▶ [How to complete this task] Would you print each of the entries below precisely as given?

*** Opening of Data shown ***

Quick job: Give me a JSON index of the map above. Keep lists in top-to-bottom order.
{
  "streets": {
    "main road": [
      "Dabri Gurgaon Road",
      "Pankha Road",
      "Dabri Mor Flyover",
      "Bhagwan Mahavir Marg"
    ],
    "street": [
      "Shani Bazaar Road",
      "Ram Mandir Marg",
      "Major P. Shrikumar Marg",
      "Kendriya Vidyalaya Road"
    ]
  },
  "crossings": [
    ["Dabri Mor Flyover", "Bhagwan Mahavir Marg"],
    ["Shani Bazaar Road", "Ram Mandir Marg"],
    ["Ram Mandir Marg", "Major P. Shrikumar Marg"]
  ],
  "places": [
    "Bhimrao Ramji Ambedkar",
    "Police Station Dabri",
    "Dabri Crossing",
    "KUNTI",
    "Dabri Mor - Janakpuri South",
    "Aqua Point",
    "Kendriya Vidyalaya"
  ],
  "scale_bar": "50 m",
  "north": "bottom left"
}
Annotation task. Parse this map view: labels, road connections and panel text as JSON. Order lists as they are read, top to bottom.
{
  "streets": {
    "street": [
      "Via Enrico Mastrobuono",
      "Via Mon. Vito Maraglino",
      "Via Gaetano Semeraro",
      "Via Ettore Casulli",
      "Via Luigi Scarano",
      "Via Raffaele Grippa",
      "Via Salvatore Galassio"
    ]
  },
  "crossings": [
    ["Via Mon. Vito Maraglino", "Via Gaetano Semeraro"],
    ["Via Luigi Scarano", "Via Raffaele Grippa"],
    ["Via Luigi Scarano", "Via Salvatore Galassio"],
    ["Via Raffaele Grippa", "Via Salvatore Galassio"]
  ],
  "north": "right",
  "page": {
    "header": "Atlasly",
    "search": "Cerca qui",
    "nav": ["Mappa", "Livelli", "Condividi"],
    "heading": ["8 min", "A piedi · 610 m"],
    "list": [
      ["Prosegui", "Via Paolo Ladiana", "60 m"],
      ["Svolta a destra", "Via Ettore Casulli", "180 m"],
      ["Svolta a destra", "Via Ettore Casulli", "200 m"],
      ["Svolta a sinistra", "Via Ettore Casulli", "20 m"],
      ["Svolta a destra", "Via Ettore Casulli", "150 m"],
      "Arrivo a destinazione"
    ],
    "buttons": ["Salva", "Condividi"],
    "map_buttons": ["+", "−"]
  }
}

*** Close of Data shown ***

▶ [Problem solution]
Quick job: Give me a JSON index of the map above. Keep lists in top-to-bottom order.
{
  "streets": {
    "main road": [
      "Dabri Gurgaon Road",
      "Pankha Road",
      "Dabri Mor Flyover",
      "Bhagwan Mahavir Marg"
    ],
    "street": [
      "Shani Bazaar Road",
      "Ram Mandir Marg",
      "Major P. Shrikumar Marg",
      "Kendriya Vidyalaya Road"
    ]
  },
  "crossings": [
    ["Dabri Mor Flyover", "Bhagwan Mahavir Marg"],
    ["Shani Bazaar Road", "Ram Mandir Marg"],
    ["Ram Mandir Marg", "Major P. Shrikumar Marg"]
  ],
  "places": [
    "Bhimrao Ramji Ambedkar",
    "Police Station Dabri",
    "Dabri Crossing",
    "KUNTI",
    "Dabri Mor - Janakpuri South",
    "Aqua Point",
    "Kendriya Vidyalaya"
  ],
  "scale_bar": "50 m",
  "north": "bottom left"
}
Annotation task. Parse this map view: labels, road connections and panel text as JSON. Order lists as they are read, top to bottom.
{
  "streets": {
    "street": [
      "Via Enrico Mastrobuono",
      "Via Mon. Vito Maraglino",
      "Via Gaetano Semeraro",
      "Via Ettore Casulli",
      "Via Luigi Scarano",
      "Via Raffaele Grippa",
      "Via Salvatore Galassio"
    ]
  },
  "crossings": [
    ["Via Mon. Vito Maraglino", "Via Gaetano Semeraro"],
    ["Via Luigi Scarano", "Via Raffaele Grippa"],
    ["Via Luigi Scarano", "Via Salvatore Galassio"],
    ["Via Raffaele Grippa", "Via Salvatore Galassio"]
  ],
  "north": "right",
  "page": {
    "header": "Atlasly",
    "search": "Cerca qui",
    "nav": ["Mappa", "Livelli", "Condividi"],
    "heading": ["8 min", "A piedi · 610 m"],
    "list": [
      ["Prosegui", "Via Paolo Ladiana", "60 m"],
      ["Svolta a destra", "Via Ettore Casulli", "180 m"],
      ["Svolta a destra", "Via Ettore Casulli", "200 m"],
      ["Svolta a sinistra", "Via Ettore Casulli", "20 m"],
      ["Svolta a destra", "Via Ettore Casulli", "150 m"],
      "Arrivo a destinazione"
    ],
    "buttons": ["Salva", "Condividi"],
    "map_buttons": ["+", "−"]
  }
}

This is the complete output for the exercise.